==== INFORMATION SHOWN

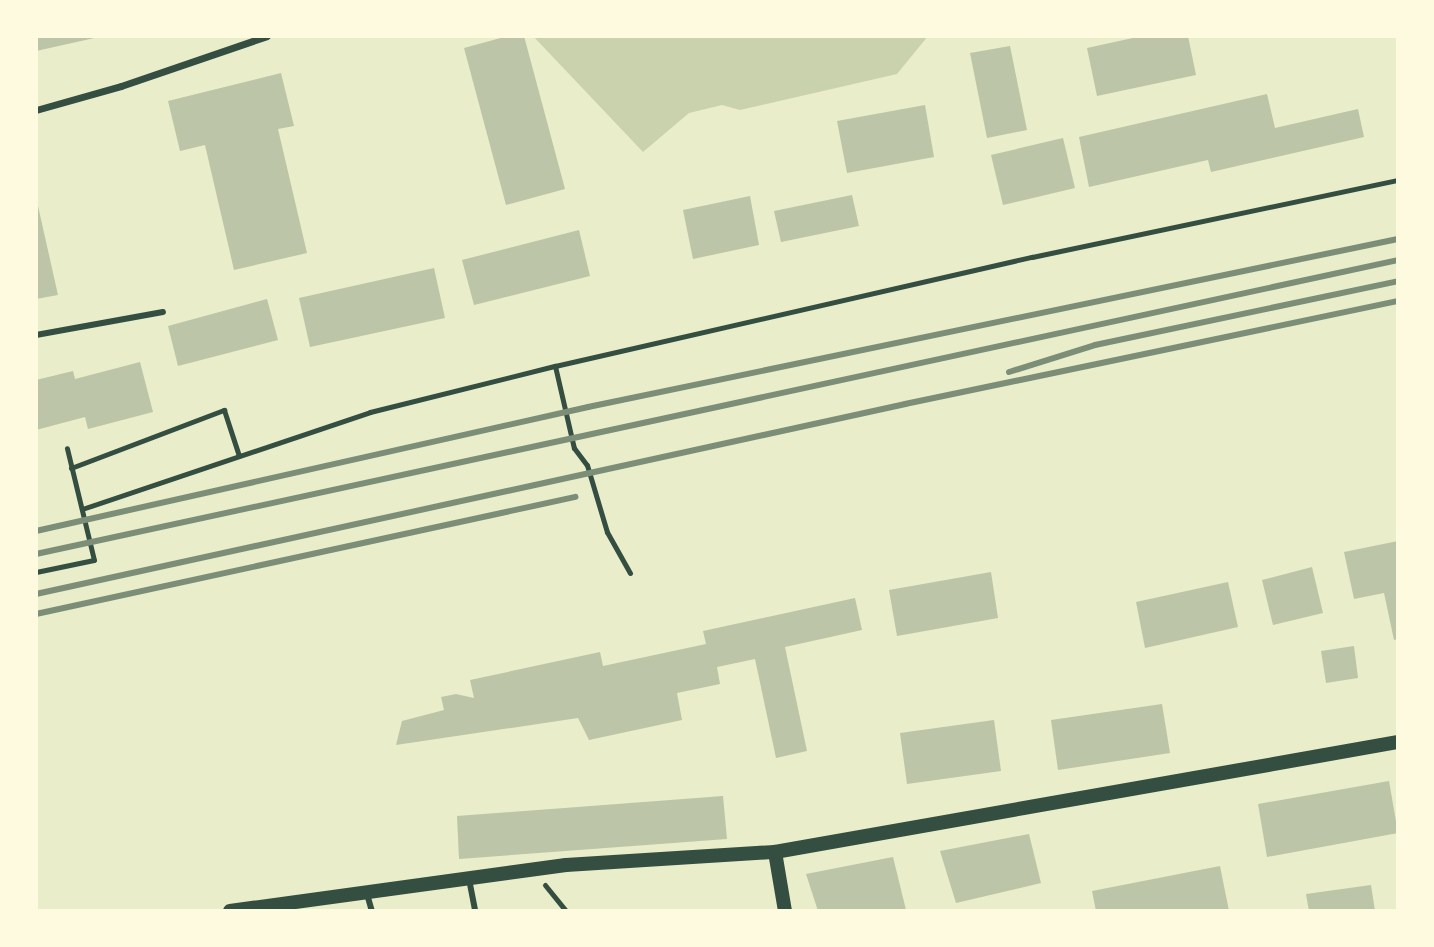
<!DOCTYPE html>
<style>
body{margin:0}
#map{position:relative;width:1434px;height:947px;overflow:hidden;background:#e9edc9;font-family:Ubuntu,sans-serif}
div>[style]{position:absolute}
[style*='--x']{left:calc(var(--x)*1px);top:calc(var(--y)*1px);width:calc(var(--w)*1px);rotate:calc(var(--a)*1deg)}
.green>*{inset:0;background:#cad2ad}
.building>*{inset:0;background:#bcc5a7}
.path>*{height:5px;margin:-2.5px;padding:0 2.5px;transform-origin:2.5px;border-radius:2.5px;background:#344e41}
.service>*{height:6px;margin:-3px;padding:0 3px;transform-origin:3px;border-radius:3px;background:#344e41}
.pedestrian>*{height:7px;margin:-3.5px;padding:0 3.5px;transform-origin:3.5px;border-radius:3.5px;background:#344e41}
.tertiary>*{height:14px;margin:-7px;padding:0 7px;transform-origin:7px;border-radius:7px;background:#344e41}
.rail>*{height:6px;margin:-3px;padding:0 3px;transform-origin:3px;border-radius:3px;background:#7c8e77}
span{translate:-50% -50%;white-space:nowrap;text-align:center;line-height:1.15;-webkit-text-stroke:8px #fefae0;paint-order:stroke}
.frame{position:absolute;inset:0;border:38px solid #fefae0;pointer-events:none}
</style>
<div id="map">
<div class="green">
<i style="clip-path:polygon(533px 36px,928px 36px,897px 74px,740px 110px,722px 105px,689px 113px,643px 152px)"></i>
</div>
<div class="building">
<i style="clip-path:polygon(36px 36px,98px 36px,99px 37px,36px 51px)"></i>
<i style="clip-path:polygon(508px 36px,524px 36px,565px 189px,506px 205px,464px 48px)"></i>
<i style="clip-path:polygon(1142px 36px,1188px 36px,1196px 75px,1097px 96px,1087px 48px)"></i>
<i style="clip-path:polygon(1010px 46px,1027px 130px,987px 138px,970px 53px)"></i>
<i style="clip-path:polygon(281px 73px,294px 126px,278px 129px,307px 253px,234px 270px,205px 145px,180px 151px,168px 101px)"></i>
<i style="clip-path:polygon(1267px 94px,1275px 128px,1358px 109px,1364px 137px,1211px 172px,1208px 160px,1089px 187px,1079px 137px)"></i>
<i style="clip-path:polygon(925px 105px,934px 157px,847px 173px,837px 121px)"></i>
<i style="clip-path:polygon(1063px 138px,1075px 188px,1003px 205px,991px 155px)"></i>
<i style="clip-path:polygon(852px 195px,859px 226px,781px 242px,774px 211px)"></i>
<i style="clip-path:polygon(750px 196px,759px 245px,693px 259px,683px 210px)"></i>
<i style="clip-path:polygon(36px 197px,58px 295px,36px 299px)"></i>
<i style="clip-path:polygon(579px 230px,590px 276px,474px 305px,462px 260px)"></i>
<i style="clip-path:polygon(434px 268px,445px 318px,310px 347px,299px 298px)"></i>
<i style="clip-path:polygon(267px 299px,278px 340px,178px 366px,168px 326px)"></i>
<i style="clip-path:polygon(140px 362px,153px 412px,88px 429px,85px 417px,36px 430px,36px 380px,73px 371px,75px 379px)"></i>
<i style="clip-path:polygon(1398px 541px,1398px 639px,1394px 640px,1384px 593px,1354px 599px,1344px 552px)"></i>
<i style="clip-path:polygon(1312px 567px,1323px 613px,1273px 625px,1262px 580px)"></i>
<i style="clip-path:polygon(991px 572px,998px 618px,897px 636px,889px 590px)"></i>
<i style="clip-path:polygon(1228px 582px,1238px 627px,1145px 648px,1136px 602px)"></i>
<i style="clip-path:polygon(855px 598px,862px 630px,785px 647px,807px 751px,776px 758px,755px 659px,717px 667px,720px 684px,677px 693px,682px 720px,589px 740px,578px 718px,396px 745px,402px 721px,444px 710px,441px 697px,456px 694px,474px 698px,470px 680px,600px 652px,603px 666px,706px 644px,703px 631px)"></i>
<i style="clip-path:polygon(1354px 646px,1358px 678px,1326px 683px,1321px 651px)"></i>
<i style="clip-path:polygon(1162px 704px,1170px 753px,1058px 770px,1051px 720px)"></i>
<i style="clip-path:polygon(994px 720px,1001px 771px,907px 784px,900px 733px)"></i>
<i style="clip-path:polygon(1389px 781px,1398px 833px,1267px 857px,1258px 804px)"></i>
<i style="clip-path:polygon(723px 796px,727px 839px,459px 859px,457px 816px)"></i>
<i style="clip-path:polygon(1029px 834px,1041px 883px,956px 903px,940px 851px)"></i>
<i style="clip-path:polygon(893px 857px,906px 910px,818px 911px,806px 874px)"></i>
<i style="clip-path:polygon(1220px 866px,1229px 911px,1096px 911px,1092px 891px)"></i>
<i style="clip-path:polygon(1371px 885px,1375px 911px,1309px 911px,1306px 894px)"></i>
</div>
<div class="path">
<i style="--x:555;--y:366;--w:84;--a:77"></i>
<i style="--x:574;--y:448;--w:21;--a:53"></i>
<i style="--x:587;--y:465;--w:70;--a:73.4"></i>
<i style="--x:607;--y:532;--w:47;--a:60.7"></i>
<i style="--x:71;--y:468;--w:164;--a:-20.8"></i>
<i style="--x:224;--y:410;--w:48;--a:71.9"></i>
<i style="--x:82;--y:509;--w:304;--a:-18.6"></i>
<i style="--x:370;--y:412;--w:191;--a:-14"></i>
<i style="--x:555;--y:366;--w:489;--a:-12.9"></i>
<i style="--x:1032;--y:257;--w:374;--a:-11.9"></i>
<i style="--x:36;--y:572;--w:59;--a:-11.7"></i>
<i style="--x:94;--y:560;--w:115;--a:-103.6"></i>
<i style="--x:545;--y:885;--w:33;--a:51"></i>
</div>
<div class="service">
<i style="--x:36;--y:335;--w:129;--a:-10.3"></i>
<i style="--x:469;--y:879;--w:33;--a:79"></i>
<i style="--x:367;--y:894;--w:18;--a:74"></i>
</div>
<div class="pedestrian">
<i style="--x:36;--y:110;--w:88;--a:-15.8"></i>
<i style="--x:121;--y:86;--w:154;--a:-18.9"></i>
</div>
<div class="tertiary">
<i style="--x:775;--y:852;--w:60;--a:80.4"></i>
<i style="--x:230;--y:911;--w:339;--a:-7.8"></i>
<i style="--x:566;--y:865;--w:209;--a:-3.6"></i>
<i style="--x:775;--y:852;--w:633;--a:-10.01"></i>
</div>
<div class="rail">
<i style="--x:1009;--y:372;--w:90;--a:-17.4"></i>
<i style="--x:1095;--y:345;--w:310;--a:-11.9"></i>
<i style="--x:36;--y:531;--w:566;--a:-12.66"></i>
<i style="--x:588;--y:407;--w:827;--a:-11.72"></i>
<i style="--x:36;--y:554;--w:1393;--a:-12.18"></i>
<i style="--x:36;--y:594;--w:890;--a:-12.33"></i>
<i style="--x:905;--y:404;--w:504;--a:-11.8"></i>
<i style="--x:36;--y:614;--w:552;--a:-12.25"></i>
</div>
<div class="frame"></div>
</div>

========

▶ ASSIGNMENT:
All lines of the material that contain the word "width" should be listed.

▶ SOLVED EXERCISE:
#map{position:relative;width:1434px;height:947px;overflow:hidden;background:#e9edc9;font-family:Ubuntu,sans-serif}
[style*='--x']{left:calc(var(--x)*1px);top:calc(var(--y)*1px);width:calc(var(--w)*1px);rotate:calc(var(--a)*1deg)}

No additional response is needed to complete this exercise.